A child who is moderately or severely wasted has an increased risk of death, but treatment is possible. Severe wasting, also known as severe acute malnutrition, is its most deadly form. It is caused by a lack of nutritious food and repeated bouts of diseases such as diarrhoea, measles and malaria, which compromise a child’s immunity.
“Even before the floods, child wasting was already reaching emergency levels, but what I am seeing now in villages is very worrying,” said Julien Harneis, the UN Resident Coordinator in Pakistan. “We are grateful for the global community’s support so far, but much more is needed to help the [Pakistan] Government provide the increasing numbers of children who are at risk of death with immediate therapeutic food and care”.
The condition may be controlled, to some degree, by eating a good diet. A “good diet” in this context may not be the low-fat, low-calorie diet, otherwise recommended for healthy people. In most cases, children with wasting can be treated with ready-to-use therapeutic food (RUTF), allowing them to recover in their own homes and communities rather than in a health facility.

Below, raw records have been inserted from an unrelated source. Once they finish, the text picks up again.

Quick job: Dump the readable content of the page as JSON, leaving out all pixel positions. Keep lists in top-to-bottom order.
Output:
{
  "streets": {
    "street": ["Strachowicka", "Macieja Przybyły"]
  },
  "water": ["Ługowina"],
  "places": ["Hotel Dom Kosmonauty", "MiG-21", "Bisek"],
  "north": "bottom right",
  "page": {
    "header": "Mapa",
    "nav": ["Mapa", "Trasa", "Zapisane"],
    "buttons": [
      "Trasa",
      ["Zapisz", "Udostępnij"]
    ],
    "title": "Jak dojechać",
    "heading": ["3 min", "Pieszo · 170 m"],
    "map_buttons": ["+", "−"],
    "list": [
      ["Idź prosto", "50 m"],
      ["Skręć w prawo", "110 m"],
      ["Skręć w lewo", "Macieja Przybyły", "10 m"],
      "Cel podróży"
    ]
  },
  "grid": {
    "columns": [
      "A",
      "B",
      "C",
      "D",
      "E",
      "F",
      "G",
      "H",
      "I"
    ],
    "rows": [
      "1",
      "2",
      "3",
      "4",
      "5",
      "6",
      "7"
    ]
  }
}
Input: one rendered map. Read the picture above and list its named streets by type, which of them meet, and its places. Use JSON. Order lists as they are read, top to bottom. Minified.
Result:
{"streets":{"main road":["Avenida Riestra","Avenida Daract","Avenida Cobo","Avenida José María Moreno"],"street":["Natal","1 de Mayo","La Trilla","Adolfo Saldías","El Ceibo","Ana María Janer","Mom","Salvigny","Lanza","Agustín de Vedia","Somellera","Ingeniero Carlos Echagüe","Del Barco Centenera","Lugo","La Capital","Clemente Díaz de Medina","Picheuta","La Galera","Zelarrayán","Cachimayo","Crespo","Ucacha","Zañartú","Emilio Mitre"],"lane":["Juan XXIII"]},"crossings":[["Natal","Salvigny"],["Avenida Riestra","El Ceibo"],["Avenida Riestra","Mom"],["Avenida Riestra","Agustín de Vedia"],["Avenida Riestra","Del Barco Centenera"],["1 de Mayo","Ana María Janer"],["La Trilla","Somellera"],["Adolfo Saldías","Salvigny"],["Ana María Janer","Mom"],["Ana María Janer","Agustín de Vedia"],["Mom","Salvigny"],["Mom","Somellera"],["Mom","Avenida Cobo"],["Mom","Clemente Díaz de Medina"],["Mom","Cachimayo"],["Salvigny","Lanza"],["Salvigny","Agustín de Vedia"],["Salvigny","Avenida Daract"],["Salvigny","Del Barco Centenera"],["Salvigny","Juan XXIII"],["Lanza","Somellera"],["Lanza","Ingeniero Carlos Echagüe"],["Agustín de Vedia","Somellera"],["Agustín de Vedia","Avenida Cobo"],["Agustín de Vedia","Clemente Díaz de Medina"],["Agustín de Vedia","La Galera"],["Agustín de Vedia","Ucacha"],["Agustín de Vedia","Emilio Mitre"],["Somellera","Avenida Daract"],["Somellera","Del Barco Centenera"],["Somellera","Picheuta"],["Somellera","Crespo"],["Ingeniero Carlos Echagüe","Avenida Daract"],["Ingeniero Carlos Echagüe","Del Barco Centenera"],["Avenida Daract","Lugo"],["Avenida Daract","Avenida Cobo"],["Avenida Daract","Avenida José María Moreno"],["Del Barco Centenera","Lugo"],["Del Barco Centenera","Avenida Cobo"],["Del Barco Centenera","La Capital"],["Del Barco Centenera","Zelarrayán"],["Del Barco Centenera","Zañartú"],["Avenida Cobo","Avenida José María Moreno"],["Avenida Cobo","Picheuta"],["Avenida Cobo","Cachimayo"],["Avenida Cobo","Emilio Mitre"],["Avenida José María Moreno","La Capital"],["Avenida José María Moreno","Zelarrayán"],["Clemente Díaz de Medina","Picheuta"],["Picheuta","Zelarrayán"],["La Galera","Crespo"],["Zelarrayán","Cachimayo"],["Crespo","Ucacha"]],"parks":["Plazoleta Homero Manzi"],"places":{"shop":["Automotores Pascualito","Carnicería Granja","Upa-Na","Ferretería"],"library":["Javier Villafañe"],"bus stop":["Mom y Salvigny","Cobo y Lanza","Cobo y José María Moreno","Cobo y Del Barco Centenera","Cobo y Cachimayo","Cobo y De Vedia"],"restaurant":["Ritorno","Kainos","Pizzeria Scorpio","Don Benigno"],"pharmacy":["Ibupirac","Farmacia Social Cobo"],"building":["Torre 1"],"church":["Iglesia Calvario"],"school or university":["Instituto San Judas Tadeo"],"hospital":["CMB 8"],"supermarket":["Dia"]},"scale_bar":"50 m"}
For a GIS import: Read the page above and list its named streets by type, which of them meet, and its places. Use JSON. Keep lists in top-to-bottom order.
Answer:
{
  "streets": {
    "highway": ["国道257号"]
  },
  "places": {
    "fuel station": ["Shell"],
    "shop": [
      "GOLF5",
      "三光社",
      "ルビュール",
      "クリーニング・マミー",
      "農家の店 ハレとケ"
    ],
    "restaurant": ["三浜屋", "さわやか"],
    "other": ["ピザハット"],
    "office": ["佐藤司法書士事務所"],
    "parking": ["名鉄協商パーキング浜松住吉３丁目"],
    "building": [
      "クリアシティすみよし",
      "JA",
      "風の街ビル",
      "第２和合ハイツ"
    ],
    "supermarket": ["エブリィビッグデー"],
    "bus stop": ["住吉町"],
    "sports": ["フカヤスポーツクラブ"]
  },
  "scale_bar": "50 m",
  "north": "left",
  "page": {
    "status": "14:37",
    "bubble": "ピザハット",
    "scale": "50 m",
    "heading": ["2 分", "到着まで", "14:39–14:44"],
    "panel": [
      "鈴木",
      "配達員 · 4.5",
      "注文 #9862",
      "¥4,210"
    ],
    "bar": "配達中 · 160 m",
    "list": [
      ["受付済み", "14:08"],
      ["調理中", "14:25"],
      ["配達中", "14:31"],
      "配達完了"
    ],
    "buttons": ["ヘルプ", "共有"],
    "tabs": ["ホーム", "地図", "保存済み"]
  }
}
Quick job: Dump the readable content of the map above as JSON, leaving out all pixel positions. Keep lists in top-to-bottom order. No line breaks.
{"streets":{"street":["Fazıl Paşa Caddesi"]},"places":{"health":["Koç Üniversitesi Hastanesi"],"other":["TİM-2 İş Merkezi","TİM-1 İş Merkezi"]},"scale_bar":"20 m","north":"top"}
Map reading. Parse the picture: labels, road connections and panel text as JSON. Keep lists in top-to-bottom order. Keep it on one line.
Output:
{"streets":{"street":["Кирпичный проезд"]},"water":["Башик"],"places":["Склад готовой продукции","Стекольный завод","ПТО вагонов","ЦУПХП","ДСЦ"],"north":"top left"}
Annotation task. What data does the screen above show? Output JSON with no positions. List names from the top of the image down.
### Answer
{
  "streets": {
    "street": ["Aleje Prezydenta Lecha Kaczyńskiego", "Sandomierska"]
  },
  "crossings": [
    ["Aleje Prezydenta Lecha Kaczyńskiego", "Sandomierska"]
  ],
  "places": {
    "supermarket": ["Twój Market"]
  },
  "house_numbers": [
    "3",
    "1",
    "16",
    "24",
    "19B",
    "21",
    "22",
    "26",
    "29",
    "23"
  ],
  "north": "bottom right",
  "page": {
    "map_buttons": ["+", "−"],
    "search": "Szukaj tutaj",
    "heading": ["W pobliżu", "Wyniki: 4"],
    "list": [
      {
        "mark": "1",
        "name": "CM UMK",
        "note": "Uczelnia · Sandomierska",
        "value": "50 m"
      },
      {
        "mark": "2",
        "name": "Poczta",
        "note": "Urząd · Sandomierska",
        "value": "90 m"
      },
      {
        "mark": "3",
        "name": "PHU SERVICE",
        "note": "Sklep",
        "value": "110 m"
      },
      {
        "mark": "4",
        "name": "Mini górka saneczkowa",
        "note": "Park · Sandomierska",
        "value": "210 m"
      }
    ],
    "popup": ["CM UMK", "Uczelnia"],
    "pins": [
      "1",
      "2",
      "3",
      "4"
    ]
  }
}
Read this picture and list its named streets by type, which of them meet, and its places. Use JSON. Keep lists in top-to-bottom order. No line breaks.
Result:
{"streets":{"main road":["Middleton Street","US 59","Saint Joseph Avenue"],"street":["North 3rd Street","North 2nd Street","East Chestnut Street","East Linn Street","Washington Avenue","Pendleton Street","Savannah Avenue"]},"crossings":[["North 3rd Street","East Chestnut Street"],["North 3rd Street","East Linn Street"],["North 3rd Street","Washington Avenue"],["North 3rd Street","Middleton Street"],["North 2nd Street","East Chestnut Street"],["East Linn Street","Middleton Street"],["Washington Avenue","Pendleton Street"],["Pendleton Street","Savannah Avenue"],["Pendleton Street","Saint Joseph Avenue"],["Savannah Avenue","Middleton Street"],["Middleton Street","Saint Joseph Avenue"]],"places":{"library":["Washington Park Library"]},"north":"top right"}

The Resident Coordinator announced that he would dedicate USD $5.5 million out of the USD $6.5 million allocation received from the Central Emergency Response Fund (CERF), towards emergency nutrition and food security interventions. This will help provide emergency nutrition interventions as part of the Government-led flood response in the most vulnerable communities.
Outlining Pakistan’s case, Ambassador Munir Akram said the country was almost food sufficient, with agriculture accounting for 38 percent of the labour force, contributing 22.7 percent to GDP in 2021–22. “The floods inundated 4.4 million acres of standing crops…From food self-sufficient we became deficient without the ability to plant for the next season due to the standing [read stagnant] water.”
It is ironic that having suffered such massive impacts, Pakistan could not qualify for any of the international criteria for support. Ambassador Akram said, “We found to our shock, we are not eligible for the food shock window nor for the PRGT (Poverty Reduction and Growth Trust)”. “Our negotiations with the IMF have dragged on for months and months…” In this regard, Ambassador Akram agreed with UN Secretary-General’s conclusion that the [international] financial system was “morally bankrupt”. “People are suffering from exogenous shocks, yet they are not being able to gain access to support,” Ambassador went on to say, “highlighting the fact that there is something wrong with the system that we must seek to correct.” “This is obviously one of the critical impacts of the poly-crises we have been facing during the past three years,” the Pakistani envoy said during a discussion organized by the Food and Agriculture Organization (FAO) on ways to bring the role of finance for development to mitigating and preventing food crises and promoting food systems transformation.
According to the Government of Pakistan, the Food Security and Agriculture Sector has provided life-saving assistance to nearly 7 million people and the Nutrition Sector has reached out to nearly 1 million people since the Floods 2022, however, many needs remain pending. With only one-third of the nutrition interventions included in the Floods Response Plan funded so far, additional funding is urgently required to implement early identification, integrated prevention and treatment of malnutrition in a greater number of villages and healthcare facilities. There is a need to increase the number of interventions that improve affordability and accessibility to nutritious foods that protect children from wasting. Besides negotiating with international donors, the federal, provincial and local governments need to engage home-grown philanthropic entities for pulling our future generation out of this dire situation. In this context, we need to evolve some semi-government structures to handle such issues. It is beyond our governments’ capacity to handle such problems at their own.